**What to do**.
For each line below that contains the string "strokeStyle", copy that line.

Collected data entries:
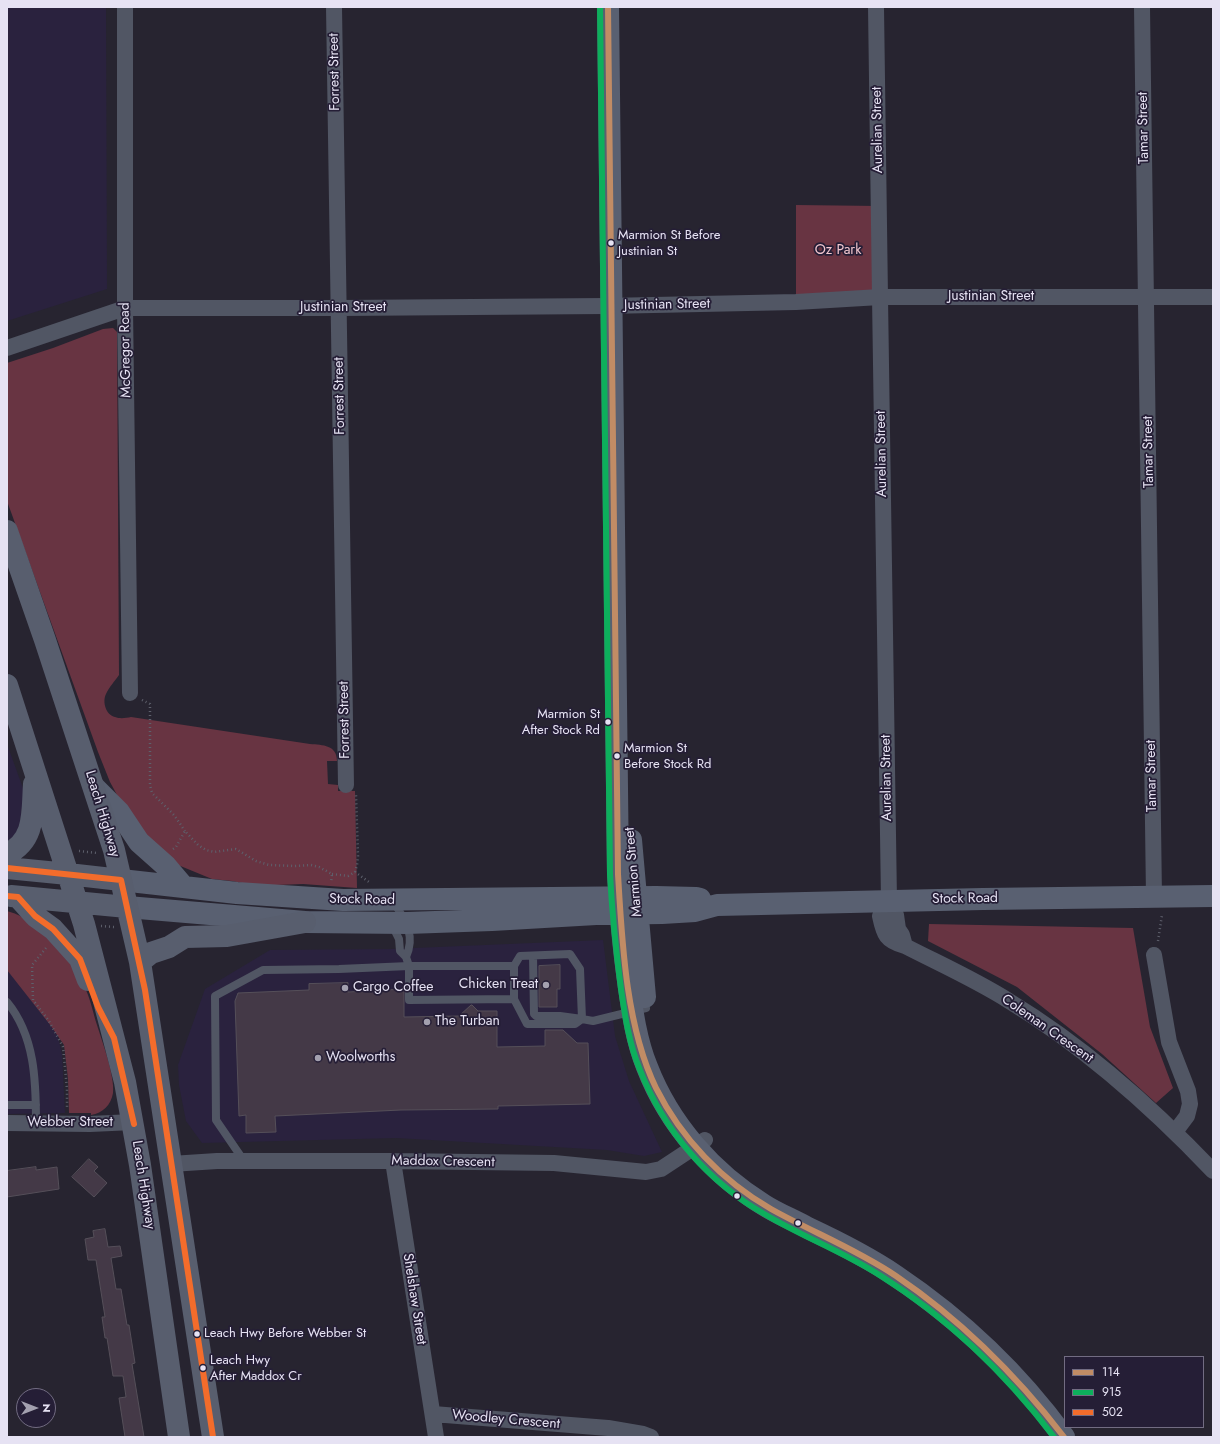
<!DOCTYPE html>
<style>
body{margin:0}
#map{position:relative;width:1220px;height:1444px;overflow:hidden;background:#272430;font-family:Jost,sans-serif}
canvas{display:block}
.frame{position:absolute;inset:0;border:8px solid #e6e2f3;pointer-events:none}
.legend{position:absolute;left:1064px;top:1356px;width:140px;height:72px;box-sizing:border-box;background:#251e36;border:1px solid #726c82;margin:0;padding:5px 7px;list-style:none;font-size:12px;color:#e6e2f3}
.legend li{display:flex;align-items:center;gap:8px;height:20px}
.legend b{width:20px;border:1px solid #726c82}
.north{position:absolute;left:16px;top:1388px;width:40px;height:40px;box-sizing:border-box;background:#251e36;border:1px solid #726c82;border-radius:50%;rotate:90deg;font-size:11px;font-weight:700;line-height:16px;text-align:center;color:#e6e2f3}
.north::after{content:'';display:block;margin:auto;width:14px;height:18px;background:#a3a0af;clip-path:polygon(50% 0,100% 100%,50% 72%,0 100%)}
</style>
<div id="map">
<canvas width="1220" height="1444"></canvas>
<div class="frame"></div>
<ul class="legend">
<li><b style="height:5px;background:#c18c65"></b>114</li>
<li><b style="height:5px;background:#0daf5c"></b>915</li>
<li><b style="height:5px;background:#f36c2b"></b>502</li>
</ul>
<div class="north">N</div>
</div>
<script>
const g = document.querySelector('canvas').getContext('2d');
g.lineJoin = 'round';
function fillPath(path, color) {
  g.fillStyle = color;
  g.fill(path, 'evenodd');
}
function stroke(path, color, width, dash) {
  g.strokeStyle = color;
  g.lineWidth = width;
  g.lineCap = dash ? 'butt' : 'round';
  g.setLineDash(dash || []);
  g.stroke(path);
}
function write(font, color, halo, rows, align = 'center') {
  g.font = font + ' Jost,sans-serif';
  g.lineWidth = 3.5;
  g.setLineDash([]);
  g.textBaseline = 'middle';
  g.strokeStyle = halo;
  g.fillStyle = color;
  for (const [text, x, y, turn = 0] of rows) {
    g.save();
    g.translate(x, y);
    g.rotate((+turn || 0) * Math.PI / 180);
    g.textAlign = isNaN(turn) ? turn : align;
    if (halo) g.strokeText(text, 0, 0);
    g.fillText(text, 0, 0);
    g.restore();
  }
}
fillPath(new Path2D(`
 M7,7H106L107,289L7,321Z
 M7,744L24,791L19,832L7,843Z
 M603,940L615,1036L629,1081L662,1152L644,1156L607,1150L396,1138L202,1143L186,1121L179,1085L178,1065L205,989L270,950L391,949Z
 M7,964L55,1025L62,1054L65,1113L7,1114Z`), '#2a223e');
fillPath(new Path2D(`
 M796,205L879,206L880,297L796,302Z
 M113,328L117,332L119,675C115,681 109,687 106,694C102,702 106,715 115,717C120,719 126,718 131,717L310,744C323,745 337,745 337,761H327L328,784L338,785V791H355L357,888L303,884L276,885L262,887L232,881L212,879L178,865L135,828L110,782L98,752L7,501V363L53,348L103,329Z
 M7,911C28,917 47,931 62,948C68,954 83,981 86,990C91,1001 93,1013 97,1025C102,1041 115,1076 113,1093C111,1105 103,1113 91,1115V1113H69L68,1079L64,1045L51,1026L7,970Z
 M929,924L1133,928L1150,1027L1173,1088L1156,1103L1102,1054L1017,987L928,941Z`), '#683442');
const building = new Path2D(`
 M560,965V989H557V1007H539V966Z
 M348,983V992L404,989V1017L459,1016L471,1005H472L478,1011H497V1047L545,1046V1030H563L577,1043H588L590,1104L498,1106V1109L401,1110L275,1116L276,1132L246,1133V1115L239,1116L235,1001L238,993L309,990V984Z
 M89,1159L98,1167L94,1171L107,1183L94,1197L72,1177Z
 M36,1167V1170L57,1167L59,1189L7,1197V1171Z
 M105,1229L108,1247L120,1246L122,1256L111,1258L116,1289H121L127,1325H129L135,1363L132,1364L144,1437H125L119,1398L126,1397L123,1376H113L107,1338H105L102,1317H105L96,1260H88L85,1239L94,1237L93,1231Z`);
fillPath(building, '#443947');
stroke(building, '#554f59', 1);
stroke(new Path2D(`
 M142,700L150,704V785L152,793L174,815L185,831
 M173,849L176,847L185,831L198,845L206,850L214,852L236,849L256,861L269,865L295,866L311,865L319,867L332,874L331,883
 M79,851L97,853
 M355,872L357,865L358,856L356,795
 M332,874L348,876L355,872L369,882
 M101,926L114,927
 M1158,941L1162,915
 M46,948L32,965L33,1000L49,1021L63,1047L67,1089V1109`), '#5e606c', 2.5, [1, 3]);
stroke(new Path2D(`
 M393,901C405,920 416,935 406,957
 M392,925L399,939L400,951L406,957L409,966V1000L514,999V966
 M533,956L534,1014L536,1016H560L582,1019
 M514,999L527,1024H575L582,1019
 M7,1002C35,1036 36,1081 36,1123
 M7,1105H36
 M244,1161L216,1120L215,996L263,970L339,969L409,966H514L520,956L570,954L580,969L582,1019L593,1021L646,1008`), '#515664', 8);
stroke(new Path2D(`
 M125,7V308L130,693
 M334,7L346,785
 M876,7L880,297L889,901L896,915L898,929L902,935L905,946
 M1142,7L1154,897
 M7,348L125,308H339L606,306L796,302L880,297H1213
 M889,901L880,916C884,935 886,941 905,946C940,964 976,980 1009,1001C1085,1047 1152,1107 1213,1171
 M1154,955L1169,1042L1188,1091L1190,1104L1187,1116L1175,1132
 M7,1123L90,1124L133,1122
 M393,1161L436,1437
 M171,1164L217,1161H393L554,1163L646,1172L661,1169L705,1140
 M433,1414L608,1428L643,1434L651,1437`), '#515664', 16);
stroke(new Path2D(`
 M608,7L618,874C620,910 623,946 628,981C632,1010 636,1040 647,1067C669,1124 712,1173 764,1205C778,1214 794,1220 808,1228C838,1242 868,1257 896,1276C960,1319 1018,1374 1064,1437
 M94,787L119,812L139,842L166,866L183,886
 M631,840L645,997
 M121,880L237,893L343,900L656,897L696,898L700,899
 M127,907L305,922L407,923L492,920L596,914L662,913L695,911L717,905L983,899L1213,896`), '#596071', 22);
stroke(new Path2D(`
 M7,531L45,640L114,850L140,962L213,1437
 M7,685L84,924L125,1082L140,1165L179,1437
 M7,854C36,840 32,812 34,784
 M7,868L68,874L121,880
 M11,896L127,907
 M18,897L35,916L53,929L80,959L88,980
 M140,962L151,953L169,947L185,937L227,936L305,922`), '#585e6e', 22);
stroke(new Path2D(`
 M608,7L618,874C622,942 626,1027 656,1088C681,1138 722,1181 771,1209C812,1232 856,1249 896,1276C961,1320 1016,1375 1064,1437`), '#c18c65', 6);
stroke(new Path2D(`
 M600,7L610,874C612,912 616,951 621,989C625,1016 629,1044 640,1070C664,1131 709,1183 766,1215C803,1237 844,1252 881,1276C948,1318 1006,1374 1054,1437`), '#0daf5c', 6);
stroke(new Path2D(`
 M7,868L121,880L145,990L213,1437
 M7,896L18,897L35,916L53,929L80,959L98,1007L114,1038L134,1124`), '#f36c2b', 6);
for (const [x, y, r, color] of [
 [611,243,3.5,"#e6e2f3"],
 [608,722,3.5,"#e6e2f3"],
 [617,756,3.5,"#e6e2f3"],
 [546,985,4,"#a3a0af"],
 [345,988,4,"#a3a0af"],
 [427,1022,4,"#a3a0af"],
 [318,1058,4,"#a3a0af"],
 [737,1196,3.5,"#e6e2f3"],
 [798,1223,3.5,"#e6e2f3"],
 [197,1334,3.5,"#e6e2f3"],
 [203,1368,3.5,"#e6e2f3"]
]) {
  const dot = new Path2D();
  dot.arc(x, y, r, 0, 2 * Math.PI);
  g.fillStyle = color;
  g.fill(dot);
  stroke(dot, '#251e36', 1.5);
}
write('13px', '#e6e2f3', '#251e36', [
 ["Marmion St Before",618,236],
 ["Justinian St",618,252],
 ["Marmion St",600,715,"right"],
 ["After Stock Rd",600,731,"right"],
 ["Marmion St",624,749],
 ["Before Stock Rd",624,765],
 ["Leach Hwy Before Webber St",204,1334],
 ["Leach Hwy",210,1361],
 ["After Maddox Cr",210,1377]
], 'left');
write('14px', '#e6e2f3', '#251e36', [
 ["Forrest Street",335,72,-91],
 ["Tamar Street",1144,128,-91],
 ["Aurelian Street",878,130,-91],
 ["Justinian Street",991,297],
 ["Justinian Street",667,305,-1],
 ["Justinian Street",343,308],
 ["McGregor Road",126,350,-91],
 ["Forrest Street",340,396,-91],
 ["Tamar Street",1149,452,-91],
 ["Aurelian Street",882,454,-91],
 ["Forrest Street",345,720,-91],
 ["Tamar Street",1152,776,-91],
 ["Aurelian Street",887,778,-91],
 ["Leach Highway",102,814,73],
 ["Marmion Street",634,872,-95],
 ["Stock Road",965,899,-1],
 ["Stock Road",362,900,1],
 ["Coleman Crescent",1047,1029,35],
 ["Webber Street",70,1123],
 ["Maddox Crescent",443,1162,1],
 ["Leach Highway",143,1185,81],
 ["Shelshaw Street",414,1299,81],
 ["Woodley Crescent",506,1420,5]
]);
write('14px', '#f2c6ce', '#251e36', [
 ["Oz Park",838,251]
]);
write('14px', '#e6e2f3', '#251e36', [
 ["Chicken Treat",538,985,"right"],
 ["Cargo Coffee",353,988],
 ["The Turban",435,1022],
 ["Woolworths",326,1058]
], 'left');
</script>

**Response**.
  g.strokeStyle = color;
  g.strokeStyle = halo;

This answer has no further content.